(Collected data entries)
== Segment start ==
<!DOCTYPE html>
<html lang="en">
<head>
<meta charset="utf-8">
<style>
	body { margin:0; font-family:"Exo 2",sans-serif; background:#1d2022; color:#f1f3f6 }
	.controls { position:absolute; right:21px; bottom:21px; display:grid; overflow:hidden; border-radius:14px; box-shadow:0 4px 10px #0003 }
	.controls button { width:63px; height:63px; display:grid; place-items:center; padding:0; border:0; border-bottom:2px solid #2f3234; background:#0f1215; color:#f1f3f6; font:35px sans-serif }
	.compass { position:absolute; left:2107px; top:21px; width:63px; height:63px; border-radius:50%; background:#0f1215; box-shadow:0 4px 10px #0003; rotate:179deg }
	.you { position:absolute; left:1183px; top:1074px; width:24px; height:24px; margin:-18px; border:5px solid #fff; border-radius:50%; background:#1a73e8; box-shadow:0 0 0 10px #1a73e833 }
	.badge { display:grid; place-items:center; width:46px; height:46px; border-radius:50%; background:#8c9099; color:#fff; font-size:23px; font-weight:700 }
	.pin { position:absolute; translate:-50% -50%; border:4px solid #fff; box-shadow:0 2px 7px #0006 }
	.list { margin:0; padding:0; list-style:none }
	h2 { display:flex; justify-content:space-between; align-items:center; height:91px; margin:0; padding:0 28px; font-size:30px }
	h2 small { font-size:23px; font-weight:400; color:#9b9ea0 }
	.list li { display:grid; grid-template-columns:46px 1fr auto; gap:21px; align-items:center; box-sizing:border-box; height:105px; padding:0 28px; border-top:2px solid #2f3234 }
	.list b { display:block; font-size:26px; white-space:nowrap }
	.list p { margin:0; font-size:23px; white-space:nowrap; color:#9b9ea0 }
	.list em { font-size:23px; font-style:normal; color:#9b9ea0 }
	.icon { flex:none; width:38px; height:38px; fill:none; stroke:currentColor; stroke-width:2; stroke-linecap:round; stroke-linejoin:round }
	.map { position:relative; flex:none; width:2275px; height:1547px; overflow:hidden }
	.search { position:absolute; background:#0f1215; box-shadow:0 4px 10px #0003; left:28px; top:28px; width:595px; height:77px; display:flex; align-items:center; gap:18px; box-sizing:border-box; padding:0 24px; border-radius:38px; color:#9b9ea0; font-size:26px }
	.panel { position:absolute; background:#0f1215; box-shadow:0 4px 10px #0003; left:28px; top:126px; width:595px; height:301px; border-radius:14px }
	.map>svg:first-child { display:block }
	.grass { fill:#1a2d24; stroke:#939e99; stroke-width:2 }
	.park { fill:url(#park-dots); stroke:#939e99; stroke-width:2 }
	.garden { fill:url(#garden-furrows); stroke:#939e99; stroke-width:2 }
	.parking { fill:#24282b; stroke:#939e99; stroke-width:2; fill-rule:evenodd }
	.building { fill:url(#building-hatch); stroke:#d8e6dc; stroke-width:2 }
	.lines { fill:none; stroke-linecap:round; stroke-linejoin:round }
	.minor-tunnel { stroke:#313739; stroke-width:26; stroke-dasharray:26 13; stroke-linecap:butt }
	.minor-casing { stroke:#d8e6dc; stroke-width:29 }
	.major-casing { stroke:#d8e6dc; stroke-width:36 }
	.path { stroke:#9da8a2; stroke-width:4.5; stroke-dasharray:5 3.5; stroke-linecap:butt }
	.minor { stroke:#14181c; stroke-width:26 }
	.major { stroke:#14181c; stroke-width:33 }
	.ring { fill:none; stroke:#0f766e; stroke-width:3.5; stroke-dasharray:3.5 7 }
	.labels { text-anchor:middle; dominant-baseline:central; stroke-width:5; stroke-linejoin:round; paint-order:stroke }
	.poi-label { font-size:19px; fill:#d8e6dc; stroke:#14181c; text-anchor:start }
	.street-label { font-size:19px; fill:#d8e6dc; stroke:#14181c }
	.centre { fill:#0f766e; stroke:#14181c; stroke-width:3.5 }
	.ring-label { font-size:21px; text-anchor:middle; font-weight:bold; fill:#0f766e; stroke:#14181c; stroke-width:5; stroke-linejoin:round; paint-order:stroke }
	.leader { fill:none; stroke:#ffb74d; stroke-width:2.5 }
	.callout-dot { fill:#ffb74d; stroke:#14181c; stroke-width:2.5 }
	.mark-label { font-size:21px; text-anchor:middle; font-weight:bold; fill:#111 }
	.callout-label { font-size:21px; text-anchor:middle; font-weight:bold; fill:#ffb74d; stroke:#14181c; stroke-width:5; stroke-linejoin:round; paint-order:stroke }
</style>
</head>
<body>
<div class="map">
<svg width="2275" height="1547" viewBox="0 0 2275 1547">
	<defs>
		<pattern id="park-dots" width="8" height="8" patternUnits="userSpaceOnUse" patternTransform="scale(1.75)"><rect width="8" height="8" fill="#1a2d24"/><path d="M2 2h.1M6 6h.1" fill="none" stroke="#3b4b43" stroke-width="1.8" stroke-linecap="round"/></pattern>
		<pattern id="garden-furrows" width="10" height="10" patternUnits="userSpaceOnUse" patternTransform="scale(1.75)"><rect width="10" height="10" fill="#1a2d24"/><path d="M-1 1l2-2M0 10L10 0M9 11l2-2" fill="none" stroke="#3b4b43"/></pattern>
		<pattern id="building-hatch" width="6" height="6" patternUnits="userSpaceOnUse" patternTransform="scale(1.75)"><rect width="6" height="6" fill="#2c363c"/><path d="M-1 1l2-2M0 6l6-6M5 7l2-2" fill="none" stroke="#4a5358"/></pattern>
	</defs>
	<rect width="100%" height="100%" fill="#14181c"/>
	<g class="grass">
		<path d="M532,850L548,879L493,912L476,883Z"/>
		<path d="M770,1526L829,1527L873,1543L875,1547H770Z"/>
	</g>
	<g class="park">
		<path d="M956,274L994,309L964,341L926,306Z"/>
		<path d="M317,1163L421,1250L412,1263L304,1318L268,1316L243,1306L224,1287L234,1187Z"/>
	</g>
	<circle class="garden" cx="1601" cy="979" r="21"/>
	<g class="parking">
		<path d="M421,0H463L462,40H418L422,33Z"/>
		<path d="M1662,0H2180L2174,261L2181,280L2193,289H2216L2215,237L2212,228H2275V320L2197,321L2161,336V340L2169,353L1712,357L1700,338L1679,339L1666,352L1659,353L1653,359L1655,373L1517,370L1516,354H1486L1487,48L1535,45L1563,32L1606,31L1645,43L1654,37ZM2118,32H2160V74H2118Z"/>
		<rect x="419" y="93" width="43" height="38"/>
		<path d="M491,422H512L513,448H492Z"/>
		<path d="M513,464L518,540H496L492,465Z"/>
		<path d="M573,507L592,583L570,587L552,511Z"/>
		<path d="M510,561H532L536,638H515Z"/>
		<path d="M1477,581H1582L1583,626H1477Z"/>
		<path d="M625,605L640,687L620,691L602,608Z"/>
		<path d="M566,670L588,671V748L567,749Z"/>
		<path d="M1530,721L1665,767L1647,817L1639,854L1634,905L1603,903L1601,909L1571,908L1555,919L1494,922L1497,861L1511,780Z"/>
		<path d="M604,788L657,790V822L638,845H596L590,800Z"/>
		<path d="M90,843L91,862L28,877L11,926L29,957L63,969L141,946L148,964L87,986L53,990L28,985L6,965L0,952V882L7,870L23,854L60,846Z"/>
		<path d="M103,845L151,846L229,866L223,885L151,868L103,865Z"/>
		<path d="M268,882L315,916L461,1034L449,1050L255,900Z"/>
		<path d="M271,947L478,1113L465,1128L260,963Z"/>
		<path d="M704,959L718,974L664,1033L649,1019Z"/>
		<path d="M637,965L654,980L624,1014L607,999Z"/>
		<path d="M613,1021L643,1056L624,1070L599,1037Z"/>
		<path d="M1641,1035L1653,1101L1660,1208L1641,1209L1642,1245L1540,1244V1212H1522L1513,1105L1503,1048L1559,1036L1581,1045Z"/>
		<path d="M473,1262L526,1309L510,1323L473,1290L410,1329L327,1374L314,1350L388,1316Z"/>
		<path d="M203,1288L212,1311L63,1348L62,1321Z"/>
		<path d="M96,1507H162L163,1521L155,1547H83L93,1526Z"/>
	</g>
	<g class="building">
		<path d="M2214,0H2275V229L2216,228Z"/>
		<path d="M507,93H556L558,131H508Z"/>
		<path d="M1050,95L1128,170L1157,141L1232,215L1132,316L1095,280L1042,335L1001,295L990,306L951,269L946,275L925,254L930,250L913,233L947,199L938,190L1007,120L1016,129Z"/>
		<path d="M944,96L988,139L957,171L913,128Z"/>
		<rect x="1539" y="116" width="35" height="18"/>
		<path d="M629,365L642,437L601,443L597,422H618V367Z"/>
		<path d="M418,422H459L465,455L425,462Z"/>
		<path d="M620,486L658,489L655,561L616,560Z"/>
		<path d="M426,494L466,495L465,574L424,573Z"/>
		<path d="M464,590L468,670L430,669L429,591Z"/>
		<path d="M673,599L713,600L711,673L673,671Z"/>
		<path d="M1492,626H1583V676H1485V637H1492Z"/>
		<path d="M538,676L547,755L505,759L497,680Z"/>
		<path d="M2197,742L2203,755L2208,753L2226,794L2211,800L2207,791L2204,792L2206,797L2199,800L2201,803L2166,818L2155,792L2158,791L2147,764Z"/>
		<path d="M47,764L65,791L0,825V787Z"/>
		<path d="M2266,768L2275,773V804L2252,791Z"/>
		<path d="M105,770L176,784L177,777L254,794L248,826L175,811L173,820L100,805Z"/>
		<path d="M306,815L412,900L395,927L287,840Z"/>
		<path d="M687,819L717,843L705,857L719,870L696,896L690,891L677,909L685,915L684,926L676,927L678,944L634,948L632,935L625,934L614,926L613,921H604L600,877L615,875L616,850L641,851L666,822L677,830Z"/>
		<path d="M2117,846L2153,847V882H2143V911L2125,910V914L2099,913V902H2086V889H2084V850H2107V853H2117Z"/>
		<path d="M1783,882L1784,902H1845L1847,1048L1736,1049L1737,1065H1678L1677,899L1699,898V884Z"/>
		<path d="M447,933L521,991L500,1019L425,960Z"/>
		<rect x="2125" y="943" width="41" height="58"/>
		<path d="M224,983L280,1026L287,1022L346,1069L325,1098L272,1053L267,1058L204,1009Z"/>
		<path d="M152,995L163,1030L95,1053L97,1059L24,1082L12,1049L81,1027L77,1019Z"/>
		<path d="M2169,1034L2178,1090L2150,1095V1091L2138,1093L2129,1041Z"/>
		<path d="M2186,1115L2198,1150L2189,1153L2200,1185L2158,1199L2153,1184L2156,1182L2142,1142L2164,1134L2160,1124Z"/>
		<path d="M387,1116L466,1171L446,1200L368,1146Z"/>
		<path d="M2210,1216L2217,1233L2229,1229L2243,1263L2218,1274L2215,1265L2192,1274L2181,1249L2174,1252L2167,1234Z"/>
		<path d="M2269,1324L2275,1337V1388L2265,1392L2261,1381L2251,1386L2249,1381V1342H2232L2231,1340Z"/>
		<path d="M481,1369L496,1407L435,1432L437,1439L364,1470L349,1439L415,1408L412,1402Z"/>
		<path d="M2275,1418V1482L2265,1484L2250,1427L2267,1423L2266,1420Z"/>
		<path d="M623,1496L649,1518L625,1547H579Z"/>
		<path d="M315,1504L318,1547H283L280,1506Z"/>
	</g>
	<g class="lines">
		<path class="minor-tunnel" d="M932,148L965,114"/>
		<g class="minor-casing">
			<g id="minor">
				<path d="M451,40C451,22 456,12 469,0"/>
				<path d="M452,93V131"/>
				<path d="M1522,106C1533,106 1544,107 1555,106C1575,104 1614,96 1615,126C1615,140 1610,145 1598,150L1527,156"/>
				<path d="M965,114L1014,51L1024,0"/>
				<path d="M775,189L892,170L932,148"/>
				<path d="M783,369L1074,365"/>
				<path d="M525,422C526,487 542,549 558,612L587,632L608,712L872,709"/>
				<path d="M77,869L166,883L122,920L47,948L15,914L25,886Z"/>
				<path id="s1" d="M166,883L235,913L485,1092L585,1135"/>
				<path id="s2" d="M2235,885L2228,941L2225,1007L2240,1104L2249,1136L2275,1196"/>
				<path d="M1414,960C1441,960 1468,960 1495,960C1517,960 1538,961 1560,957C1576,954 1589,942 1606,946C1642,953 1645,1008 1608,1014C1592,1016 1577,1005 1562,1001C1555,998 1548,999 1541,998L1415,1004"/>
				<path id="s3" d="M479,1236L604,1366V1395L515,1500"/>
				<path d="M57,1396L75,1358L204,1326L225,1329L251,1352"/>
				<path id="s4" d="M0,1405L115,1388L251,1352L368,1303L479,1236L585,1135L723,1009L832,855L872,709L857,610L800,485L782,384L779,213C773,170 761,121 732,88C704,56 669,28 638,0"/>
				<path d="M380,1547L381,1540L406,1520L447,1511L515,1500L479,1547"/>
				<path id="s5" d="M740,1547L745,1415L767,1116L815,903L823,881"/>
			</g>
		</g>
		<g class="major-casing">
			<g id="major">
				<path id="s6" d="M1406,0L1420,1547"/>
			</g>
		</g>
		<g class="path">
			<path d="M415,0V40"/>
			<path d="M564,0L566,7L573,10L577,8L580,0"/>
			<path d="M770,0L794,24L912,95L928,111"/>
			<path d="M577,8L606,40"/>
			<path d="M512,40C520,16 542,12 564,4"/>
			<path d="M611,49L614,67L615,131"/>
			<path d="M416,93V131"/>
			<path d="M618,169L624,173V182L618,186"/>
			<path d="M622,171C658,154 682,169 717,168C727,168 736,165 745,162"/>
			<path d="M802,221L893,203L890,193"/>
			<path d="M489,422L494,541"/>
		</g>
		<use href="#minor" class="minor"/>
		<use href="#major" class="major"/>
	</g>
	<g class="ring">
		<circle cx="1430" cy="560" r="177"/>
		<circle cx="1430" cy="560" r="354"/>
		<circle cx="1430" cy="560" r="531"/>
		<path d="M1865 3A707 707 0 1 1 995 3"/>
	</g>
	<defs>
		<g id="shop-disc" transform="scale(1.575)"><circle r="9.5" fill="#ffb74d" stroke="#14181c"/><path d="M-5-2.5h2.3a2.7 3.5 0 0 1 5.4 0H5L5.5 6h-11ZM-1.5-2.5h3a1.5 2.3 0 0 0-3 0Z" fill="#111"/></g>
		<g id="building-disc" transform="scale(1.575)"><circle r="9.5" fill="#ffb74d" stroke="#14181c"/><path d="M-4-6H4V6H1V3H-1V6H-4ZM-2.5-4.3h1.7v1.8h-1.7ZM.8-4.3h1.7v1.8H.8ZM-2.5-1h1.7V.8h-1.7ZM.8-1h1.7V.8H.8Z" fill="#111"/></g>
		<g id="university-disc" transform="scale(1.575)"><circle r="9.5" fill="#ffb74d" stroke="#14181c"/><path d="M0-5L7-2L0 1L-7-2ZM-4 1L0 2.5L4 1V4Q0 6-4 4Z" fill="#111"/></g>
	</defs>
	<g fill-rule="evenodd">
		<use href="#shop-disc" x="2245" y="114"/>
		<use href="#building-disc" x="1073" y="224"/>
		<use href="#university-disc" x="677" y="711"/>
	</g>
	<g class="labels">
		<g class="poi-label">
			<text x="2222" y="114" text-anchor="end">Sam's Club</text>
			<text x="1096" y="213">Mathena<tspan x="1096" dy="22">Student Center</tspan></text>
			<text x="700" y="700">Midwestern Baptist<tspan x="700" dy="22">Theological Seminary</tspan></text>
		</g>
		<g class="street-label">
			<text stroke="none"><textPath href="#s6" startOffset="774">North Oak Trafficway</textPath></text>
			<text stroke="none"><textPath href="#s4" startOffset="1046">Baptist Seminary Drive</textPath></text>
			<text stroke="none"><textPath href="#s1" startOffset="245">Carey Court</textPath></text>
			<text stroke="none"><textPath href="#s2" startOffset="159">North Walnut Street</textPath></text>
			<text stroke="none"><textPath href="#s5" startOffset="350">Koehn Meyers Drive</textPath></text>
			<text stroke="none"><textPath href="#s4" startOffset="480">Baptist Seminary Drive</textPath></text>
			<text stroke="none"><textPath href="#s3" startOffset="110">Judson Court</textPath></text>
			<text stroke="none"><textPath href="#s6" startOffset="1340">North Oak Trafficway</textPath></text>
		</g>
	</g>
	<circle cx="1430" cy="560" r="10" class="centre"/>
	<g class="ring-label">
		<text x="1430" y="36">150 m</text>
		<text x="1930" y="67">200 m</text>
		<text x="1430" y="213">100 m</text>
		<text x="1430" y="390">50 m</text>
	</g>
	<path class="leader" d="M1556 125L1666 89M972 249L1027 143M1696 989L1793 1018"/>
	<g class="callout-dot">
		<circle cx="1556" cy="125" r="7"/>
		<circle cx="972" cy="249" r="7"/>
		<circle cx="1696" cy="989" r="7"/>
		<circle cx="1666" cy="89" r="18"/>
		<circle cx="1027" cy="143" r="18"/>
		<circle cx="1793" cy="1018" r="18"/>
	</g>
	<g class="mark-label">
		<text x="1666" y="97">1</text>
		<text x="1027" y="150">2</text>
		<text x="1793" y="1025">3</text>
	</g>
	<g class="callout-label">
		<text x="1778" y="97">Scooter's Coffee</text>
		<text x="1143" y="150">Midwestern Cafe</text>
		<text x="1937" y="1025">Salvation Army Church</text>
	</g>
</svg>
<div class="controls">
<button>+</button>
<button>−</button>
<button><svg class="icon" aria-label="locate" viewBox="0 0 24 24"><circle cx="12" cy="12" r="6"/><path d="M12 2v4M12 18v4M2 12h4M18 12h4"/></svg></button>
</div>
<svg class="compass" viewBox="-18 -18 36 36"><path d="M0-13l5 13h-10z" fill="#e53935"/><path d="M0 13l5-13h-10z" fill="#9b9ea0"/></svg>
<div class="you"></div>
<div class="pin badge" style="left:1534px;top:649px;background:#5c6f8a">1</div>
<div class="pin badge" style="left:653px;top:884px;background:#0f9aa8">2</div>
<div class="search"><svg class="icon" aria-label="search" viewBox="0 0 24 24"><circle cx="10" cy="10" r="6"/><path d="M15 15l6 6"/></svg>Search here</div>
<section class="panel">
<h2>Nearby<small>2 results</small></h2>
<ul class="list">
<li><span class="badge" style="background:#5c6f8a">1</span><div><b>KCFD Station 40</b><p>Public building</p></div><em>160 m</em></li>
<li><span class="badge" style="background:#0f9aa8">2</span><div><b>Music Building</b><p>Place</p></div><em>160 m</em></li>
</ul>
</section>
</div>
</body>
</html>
== Segment end ==
● What the task requires: In the data above, which lines lie between the line with "display:flex; justify-content:space-between; align-items:center;" and the line with "flex:none; width:38px; height:38px;", inclusive? Print those lines exactly and nothing else.

● Answer section:
	h2 { display:flex; justify-content:space-between; align-items:center; height:91px; margin:0; padding:0 28px; font-size:30px }
	h2 small { font-size:23px; font-weight:400; color:#9b9ea0 }
	.list li { display:grid; grid-template-columns:46px 1fr auto; gap:21px; align-items:center; box-sizing:border-box; height:105px; padding:0 28px; border-top:2px solid #2f3234 }
	.list b { display:block; font-size:26px; white-space:nowrap }
	.list p { margin:0; font-size:23px; white-space:nowrap; color:#9b9ea0 }
	.list em { font-size:23px; font-style:normal; color:#9b9ea0 }
	.icon { flex:none; width:38px; height:38px; fill:none; stroke:currentColor; stroke-width:2; stroke-linecap:round; stroke-linejoin:round }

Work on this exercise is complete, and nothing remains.